PROBLEM DETAILS ▸ Your answer should hold each line of the material that contains the word "currentColor".

MATERIAL FOR THE TASK ▸

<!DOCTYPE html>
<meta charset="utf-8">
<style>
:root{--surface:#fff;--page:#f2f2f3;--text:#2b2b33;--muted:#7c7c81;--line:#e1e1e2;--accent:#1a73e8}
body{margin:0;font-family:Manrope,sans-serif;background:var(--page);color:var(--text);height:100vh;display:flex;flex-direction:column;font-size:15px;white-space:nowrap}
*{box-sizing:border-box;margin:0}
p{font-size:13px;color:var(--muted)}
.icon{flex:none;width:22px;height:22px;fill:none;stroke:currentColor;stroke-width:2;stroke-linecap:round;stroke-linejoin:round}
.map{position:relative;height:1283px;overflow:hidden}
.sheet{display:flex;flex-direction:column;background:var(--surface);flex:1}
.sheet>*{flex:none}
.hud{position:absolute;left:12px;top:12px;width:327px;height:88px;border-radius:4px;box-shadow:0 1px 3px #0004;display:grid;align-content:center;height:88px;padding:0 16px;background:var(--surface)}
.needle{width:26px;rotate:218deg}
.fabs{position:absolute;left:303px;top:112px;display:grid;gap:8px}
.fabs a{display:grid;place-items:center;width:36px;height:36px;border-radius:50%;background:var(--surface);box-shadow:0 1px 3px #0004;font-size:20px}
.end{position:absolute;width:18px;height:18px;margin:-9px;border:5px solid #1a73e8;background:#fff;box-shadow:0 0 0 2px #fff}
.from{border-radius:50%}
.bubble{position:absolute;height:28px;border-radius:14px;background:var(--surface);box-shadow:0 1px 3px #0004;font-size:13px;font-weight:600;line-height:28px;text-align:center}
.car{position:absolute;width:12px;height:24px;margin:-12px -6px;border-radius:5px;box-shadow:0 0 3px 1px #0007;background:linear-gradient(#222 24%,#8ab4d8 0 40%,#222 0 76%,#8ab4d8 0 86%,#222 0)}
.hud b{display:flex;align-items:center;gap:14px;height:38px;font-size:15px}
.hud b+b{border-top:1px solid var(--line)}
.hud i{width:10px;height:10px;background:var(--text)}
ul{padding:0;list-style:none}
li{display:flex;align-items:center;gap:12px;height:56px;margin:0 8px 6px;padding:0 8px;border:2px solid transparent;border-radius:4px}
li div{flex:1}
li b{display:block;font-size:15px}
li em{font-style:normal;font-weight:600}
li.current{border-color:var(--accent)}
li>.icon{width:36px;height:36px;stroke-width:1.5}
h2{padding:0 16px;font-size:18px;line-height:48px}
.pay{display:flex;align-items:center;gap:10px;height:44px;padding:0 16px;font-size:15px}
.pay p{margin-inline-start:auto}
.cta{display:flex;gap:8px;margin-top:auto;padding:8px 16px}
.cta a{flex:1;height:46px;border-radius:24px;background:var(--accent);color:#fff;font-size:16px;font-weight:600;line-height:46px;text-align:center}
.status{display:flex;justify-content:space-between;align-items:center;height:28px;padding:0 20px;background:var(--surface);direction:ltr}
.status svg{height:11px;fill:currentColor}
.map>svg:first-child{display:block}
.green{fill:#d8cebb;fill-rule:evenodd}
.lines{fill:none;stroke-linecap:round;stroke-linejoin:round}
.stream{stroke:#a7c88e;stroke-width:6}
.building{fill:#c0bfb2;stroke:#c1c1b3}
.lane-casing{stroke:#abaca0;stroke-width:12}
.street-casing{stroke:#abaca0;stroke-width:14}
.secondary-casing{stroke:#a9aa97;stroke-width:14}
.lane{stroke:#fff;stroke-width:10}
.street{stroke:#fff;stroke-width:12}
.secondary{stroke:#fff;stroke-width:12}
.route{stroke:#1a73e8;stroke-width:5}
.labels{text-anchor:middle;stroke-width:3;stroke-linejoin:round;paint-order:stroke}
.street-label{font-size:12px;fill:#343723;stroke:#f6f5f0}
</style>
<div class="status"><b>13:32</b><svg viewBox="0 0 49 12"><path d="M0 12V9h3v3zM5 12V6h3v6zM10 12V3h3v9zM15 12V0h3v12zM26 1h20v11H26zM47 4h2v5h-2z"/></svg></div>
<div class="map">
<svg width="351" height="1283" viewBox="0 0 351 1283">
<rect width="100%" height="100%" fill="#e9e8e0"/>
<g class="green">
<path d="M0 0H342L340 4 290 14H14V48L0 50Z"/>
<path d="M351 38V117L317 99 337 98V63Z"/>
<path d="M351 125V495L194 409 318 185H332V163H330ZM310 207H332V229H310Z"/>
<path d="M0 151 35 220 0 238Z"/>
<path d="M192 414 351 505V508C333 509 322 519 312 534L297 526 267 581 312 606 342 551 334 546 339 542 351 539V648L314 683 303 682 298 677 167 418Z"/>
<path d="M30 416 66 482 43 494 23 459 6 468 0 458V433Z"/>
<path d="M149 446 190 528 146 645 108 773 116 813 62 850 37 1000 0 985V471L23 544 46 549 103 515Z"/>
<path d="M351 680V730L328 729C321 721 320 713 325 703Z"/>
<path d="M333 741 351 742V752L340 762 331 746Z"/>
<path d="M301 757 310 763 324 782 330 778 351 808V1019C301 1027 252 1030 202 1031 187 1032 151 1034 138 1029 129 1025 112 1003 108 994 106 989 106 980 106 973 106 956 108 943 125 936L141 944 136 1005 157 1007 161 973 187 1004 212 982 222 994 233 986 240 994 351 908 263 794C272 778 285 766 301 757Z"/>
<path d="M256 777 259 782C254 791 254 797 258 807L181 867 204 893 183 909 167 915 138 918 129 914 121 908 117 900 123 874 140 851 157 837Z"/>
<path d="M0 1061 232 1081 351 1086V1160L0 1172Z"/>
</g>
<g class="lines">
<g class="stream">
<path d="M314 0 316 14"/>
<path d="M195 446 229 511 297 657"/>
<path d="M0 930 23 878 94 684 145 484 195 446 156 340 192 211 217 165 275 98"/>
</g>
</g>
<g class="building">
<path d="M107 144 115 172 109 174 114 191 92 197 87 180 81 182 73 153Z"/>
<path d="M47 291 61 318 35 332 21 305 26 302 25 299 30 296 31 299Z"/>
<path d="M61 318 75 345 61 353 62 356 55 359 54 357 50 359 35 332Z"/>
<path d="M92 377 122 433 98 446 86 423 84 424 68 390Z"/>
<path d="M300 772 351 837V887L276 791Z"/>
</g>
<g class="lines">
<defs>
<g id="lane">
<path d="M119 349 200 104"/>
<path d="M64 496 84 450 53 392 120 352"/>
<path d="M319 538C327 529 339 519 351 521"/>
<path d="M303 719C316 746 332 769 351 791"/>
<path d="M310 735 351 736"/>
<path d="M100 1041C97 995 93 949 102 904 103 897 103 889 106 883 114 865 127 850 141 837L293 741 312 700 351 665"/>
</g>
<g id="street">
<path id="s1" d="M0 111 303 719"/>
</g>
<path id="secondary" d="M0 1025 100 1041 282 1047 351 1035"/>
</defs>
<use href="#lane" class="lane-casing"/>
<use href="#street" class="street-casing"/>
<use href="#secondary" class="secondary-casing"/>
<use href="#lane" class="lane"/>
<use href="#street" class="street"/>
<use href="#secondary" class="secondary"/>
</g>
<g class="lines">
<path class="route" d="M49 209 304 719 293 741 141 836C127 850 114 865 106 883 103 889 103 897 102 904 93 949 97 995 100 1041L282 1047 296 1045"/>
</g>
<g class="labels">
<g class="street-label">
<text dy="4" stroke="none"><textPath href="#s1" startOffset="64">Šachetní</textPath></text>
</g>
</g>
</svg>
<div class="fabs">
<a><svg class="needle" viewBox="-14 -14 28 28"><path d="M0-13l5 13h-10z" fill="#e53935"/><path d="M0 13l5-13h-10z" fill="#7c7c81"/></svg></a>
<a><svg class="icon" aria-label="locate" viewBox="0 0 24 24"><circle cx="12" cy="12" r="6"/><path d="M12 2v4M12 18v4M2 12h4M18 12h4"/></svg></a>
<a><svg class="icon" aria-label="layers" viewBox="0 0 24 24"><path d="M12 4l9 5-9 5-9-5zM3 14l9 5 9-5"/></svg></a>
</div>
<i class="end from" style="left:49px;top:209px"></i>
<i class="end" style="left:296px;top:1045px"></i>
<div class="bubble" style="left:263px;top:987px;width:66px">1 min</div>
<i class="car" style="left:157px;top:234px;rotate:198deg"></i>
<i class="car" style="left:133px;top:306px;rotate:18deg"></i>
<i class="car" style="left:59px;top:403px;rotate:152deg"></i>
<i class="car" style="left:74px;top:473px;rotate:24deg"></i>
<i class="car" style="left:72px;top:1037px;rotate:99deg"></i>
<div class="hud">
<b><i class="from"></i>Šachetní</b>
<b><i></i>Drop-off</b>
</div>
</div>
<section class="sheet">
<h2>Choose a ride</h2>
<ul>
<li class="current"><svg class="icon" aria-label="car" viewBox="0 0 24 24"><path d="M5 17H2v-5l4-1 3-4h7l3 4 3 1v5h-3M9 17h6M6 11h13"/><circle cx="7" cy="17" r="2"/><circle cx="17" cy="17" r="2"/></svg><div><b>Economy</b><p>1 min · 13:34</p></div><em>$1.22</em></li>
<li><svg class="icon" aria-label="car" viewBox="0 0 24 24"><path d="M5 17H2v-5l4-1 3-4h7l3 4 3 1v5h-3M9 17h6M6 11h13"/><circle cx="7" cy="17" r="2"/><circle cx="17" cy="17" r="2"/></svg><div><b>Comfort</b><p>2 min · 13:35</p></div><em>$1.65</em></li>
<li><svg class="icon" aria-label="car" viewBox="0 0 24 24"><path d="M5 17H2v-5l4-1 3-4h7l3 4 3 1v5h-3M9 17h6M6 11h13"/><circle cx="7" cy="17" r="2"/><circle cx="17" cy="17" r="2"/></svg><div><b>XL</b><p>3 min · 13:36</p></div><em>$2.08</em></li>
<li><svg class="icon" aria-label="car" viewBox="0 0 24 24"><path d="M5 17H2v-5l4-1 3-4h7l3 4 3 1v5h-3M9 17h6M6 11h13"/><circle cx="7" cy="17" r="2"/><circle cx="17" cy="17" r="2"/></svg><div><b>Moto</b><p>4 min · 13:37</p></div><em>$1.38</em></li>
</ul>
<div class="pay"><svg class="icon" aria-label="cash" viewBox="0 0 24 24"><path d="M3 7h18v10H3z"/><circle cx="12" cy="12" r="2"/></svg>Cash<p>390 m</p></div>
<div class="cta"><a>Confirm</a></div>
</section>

ANSWER TO THIS PROBLEM ▸
.icon{flex:none;width:22px;height:22px;fill:none;stroke:currentColor;stroke-width:2;stroke-linecap:round;stroke-linejoin:round}
.status svg{height:11px;fill:currentColor}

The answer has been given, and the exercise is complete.